Based on a series of light novels by Yomi Hirasaka the main drive of the show begins when lead character Kodaka Hasegawa wonders “I wonder how someone makes friends,”
Kodaka Hasegawa has transferred into Saint Chronica Academy. He’s an outsider, viewed as a “yankee” by his schoolmates due to his aggressive eyes and the blonde hair inherited from his English mother. Whilst wandering around school he encounters Yozora Mikazuki while she is talking to her imaginary friend Tomo. They realise that neither of them have friends and decide to make a club in order to make friends and learn how to interact with others. Soon others are joining the club including Sena Kashiwazaki, the principals daughter, an over-achiever and the girl all the boys in school fawn over, a feminine boy named Yukimura who hopes that Kodaka and his yankee reputation can turn him into a man and a scientific genius/fujoshi named Rika. From there on in we watch the growth of the club and its adventures in modern relationship etiquette.
Two things are obvious the first being that the premise of the show is so slight as to be non-existant and after reading that synopsis the harem aspect is prettyblatant. The opening for the show slaps you in the face with it.
I dislike harem and ecchi. Ecchi is a major turn-off for me and my history with harem shows has been patchy.

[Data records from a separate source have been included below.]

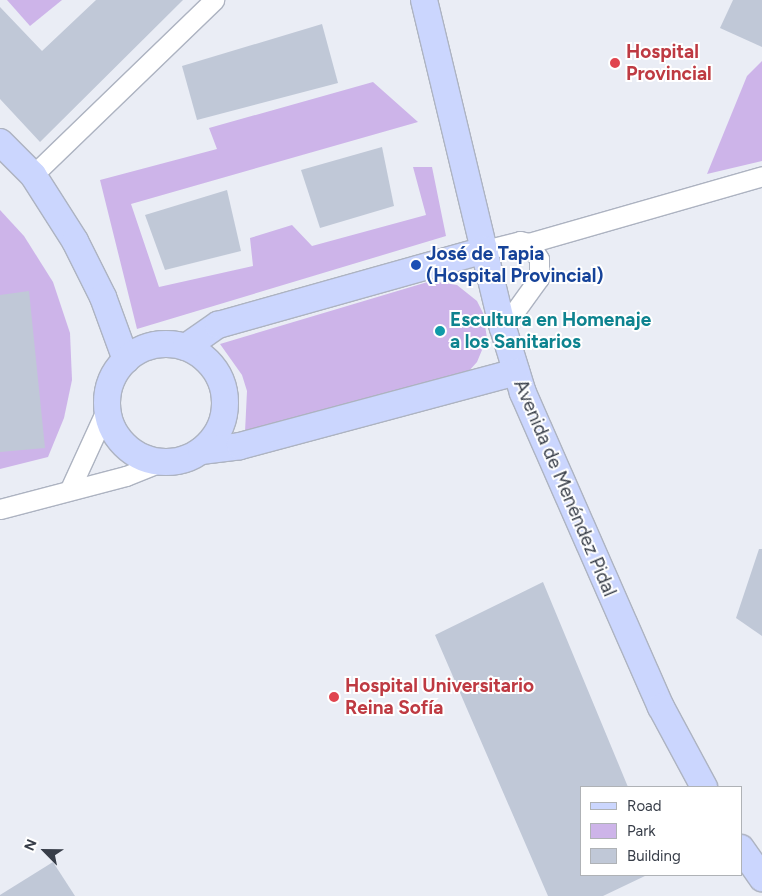 <!DOCTYPE html>
<meta charset="utf-8">
<style>
body{margin:0}
#map{position:relative;width:762px;height:896px;overflow:hidden;background:#eaedf5;font-family:Figtree,sans-serif}
div>[style]{position:absolute}
.green>*{inset:0;background:#cdb4e9}
.building>*{inset:0;background:#c0c8d7}
.roads{filter:drop-shadow(1px 0 #adb3c1) drop-shadow(-1px 0 #adb3c1) drop-shadow(0 1px #adb3c1) drop-shadow(0 -1px #adb3c1)}
.street>*{height:19px;margin:-9.5px;padding:0 9.5px;transform-origin:9.5px;border-radius:9.5px;background:#fff}
.secondary>*{height:26px;margin:-13px;padding:0 13px;transform-origin:13px;border-radius:13px;background:#cbd6fe}
.secondary>.ring{margin:-13px;padding:0;box-sizing:content-box;background:none;border:26px solid #cbd6fe;border-radius:50%}
.dots>*{width:14px;height:14px;translate:-50% -50%;box-sizing:border-box;border:2px solid #fff;border-radius:50%}
span{translate:-50% -50%;white-space:nowrap;text-align:center;line-height:1.15;-webkit-text-stroke:4px #fff;paint-order:stroke}
.health-label{font-size:19px;color:#be3a42;font-weight:700}
.left{translate:0 -50%;text-align:left}
.transit-label{font-size:19px;color:#164399;font-weight:700}
.culture-label{font-size:19px;color:#0d838f;font-weight:700}
.street-label{font-size:19px;color:#383e49}
.legend{position:absolute;left:580px;top:786px;width:162px;height:90px;box-sizing:border-box;background:#fff;border:1px solid #afb2b6;margin:0;padding:6px 9px;list-style:none;font-size:15px;color:#383e49}
.legend li{display:flex;align-items:center;gap:10px;height:25px}
.legend b{width:25px;border:1px solid #afb2b6}
.north{position:absolute;left:20px;top:826px;width:50px;height:50px;-webkit-text-stroke:4px #fff;paint-order:stroke;rotate:293deg;font-size:14px;font-weight:700;line-height:20px;text-align:center;color:#383e49}
.north::after{content:'';display:block;margin:auto;width:18px;height:22px;background:#383e49;clip-path:polygon(50% 0,100% 100%,50% 72%,0 100%)}
</style>
<div id="map">
<div class="green">
<i style="clip-path:polygon(7px 0,62px 0,30px 26px)"></i>
<i style="clip-path:polygon(762px 61px,762px 161px,707px 174px,747px 76px)"></i>
<i style="clip-path:polygon(373px 82px,418px 122px,131px 204px,159px 287px,253px 266px,250px 238px,292px 225px,312px 246px,426px 215px,413px 167px,432px 167px,446px 236px,137px 329px,100px 180px,217px 149px,209px 128px)"></i>
<i style="clip-path:polygon(0 210px,24px 236px,53px 282px,70px 333px,72px 380px,64px 418px,48px 457px,0 469px)"></i>
<i style="clip-path:polygon(431px 281px,457px 285px,477px 301px,483px 313px,487px 338px,477px 362px,468px 372px,245px 432px,247px 391px,242px 375px,220px 344px)"></i>
</div>
<div class="building">
<i style="clip-path:polygon(96px 0,183px 0,40px 142px,0 99px,0 7px,42px 51px)"></i>
<i style="clip-path:polygon(733px 0,762px 0,762px 47px,720px 28px)"></i>
<i style="clip-path:polygon(322px 24px,338px 83px,197px 120px,182px 66px)"></i>
<i style="clip-path:polygon(382px 147px,394px 206px,320px 228px,301px 170px)"></i>
<i style="clip-path:polygon(227px 190px,241px 251px,165px 270px,145px 215px)"></i>
<i style="clip-path:polygon(29px 291px,45px 448px,0 452px,0 295px)"></i>
<i style="clip-path:polygon(759px 549px,762px 549px,762px 636px,736px 618px)"></i>
<i style="clip-path:polygon(543px 582px,628px 787px,581px 787px,581px 875px,647px 875px,603px 896px,548px 896px,435px 635px)"></i>
<i style="clip-path:polygon(53px 862px,75px 896px,0 896px,0 895px)"></i>
</div>
<div class="roads">
<div class="street">
<i style="left:33px;top:175px;width:252px;rotate:-44deg"></i>
<i style="left:529px;top:243px;width:242px;rotate:-16deg"></i>
<i style="left:485px;top:250px;width:36px;rotate:-14deg"></i>
<i style="left:520px;top:241px;width:9px;rotate:13deg"></i>
<i style="left:529px;top:243px;width:19px;rotate:58deg"></i>
<i style="left:539px;top:259px;width:19px;rotate:90deg"></i>
<i style="left:539px;top:278px;width:62px;rotate:125.8deg"></i>
<i style="left:70px;top:489px;width:89px;rotate:-65.4deg"></i>
<i style="left:0;top:509px;width:130px;rotate:-14.7deg"></i>
<i style="left:126px;top:476px;width:37px;rotate:-22deg"></i>
</div>
<div class="secondary">
<i style="left:424px;top:0;width:337px;rotate:76.5deg"></i>
<i style="left:503px;top:328px;width:68px;rotate:72.9deg"></i>
<i style="left:523px;top:393px;width:343px;rotate:66.3deg"></i>
<i style="left:661px;top:707px;width:91px;rotate:61.7deg"></i>
<i style="left:0;top:142px;width:47px;rotate:45deg"></i>
<i style="left:33px;top:175px;width:78px;rotate:57.5deg"></i>
<i style="left:75px;top:241px;width:63px;rotate:63.4deg"></i>
<i style="left:103px;top:297px;width:67px;rotate:69.9deg"></i>
<i class="ring" style="left:107px;top:344px;width:92px;height:92px"></i>
<i style="left:186px;top:347px;width:39px;rotate:-35deg"></i>
<i style="left:218px;top:325px;width:277px;rotate:-15.7deg"></i>
<i style="left:201px;top:451px;width:39px;rotate:-7deg"></i>
<i style="left:240px;top:446px;width:286px;rotate:-15deg"></i>
<i style="left:741px;top:848px;width:37px;rotate:55deg"></i>
</div>
</div>
<div class="dots">
<i style="left:615px;top:63px;background:#e0444e"></i>
<i style="left:416px;top:265px;background:#1a4fb4"></i>
<i style="left:440px;top:331px;background:#0f9aa8"></i>
<i style="left:334px;top:697px;background:#e0444e"></i>
</div>
<div class="health-label">
<span class="left" style="left:626px;top:63px">Hospital<br>Provincial</span>
<span class="left" style="left:345px;top:697px">Hospital Universitario<br>Reina Sofía</span>
</div>
<div class="transit-label">
<span class="left" style="left:426px;top:265px">José de Tapia<br>(Hospital Provincial)</span>
</div>
<div class="culture-label">
<span class="left" style="left:450px;top:331px">Escultura en Homenaje<br>a los Sanitarios</span>
</div>
<div class="street-label">
<span style="left:565px;top:488px;rotate:67deg">Avenida de Menéndez Pidal</span>
</div>
<ul class="legend">
<li><b style="height:6px;background:#cbd6fe"></b>Road</li>
<li><b style="height:14px;background:#cdb4e9"></b>Park</li>
<li><b style="height:14px;background:#c0c8d7"></b>Building</li>
</ul>
<div class="north">N</div>
</div>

Although I have read the first few volumes of Love Hina and Negima and watched the various Tenchi sagas I find them dull. It’s not so much the fascile and clichéd presentiation of women that plays on the latest otaku trends – moe, gothic-lolita, tsundere, maids, little sisters etc. My problems lies with the fact that the lead character is usually such a plank that he can’t see that the whole group fawn over him and when he does notice he strings them along with his indecisiveness.
Give me spies with superpowers, the supernatural and politics please.
I also don’t particularly have a thing for school stories. So I was surprised when I found Boku wa engaging. Maybe it’s because Kodaka isn’t a plank but the main reason is, to put it bluntly, watching an anime that parodies RPG’s like Dragon Quest and has voice actresses yelling idiot and stupid at the top of their voices appeals to some of my baser instincts. That and I find Yozora amusingly cruel.
I would love to say that she has read Albert Camus and adheres to the notion that an individual’s happiness should be the overriding concern of their existence but she’s just a typical tsundere character currently caught up in a feud with popular girl Sena.
Yozora is quite fond of putting others down and this trait is in full force in her duels with Sena – “Even popularity has its limits.” “Popular people can go die.” At times it pitches into utter nastiness but when her viciousness is done well I find it hilarious as in episode two’s RPG parody which sees Yozora and Sena engage in player-vs-player battles, Yozora admitting “I only feel alive when I’m killing somebody!”
Anyway these two girls are battling for Kodaka’s affections and while this is hardly heart-breaking stuff like The Girl Who Leapt Through Time I have built a liking for the characters. I know and have known girls like Yozora and even Rika the fujoshi obsessive and the anime has reminded me of some funny times when I’ve felt like Kodaka… that I won’t recount here ahem. There are moments such as the nudity that I find off-putting and a turn-off and I would like it more if the age range was raised so we were dealing with university kids but I’m still watching and I look forward to seeing how they resolve this story be it by friendly means or foul.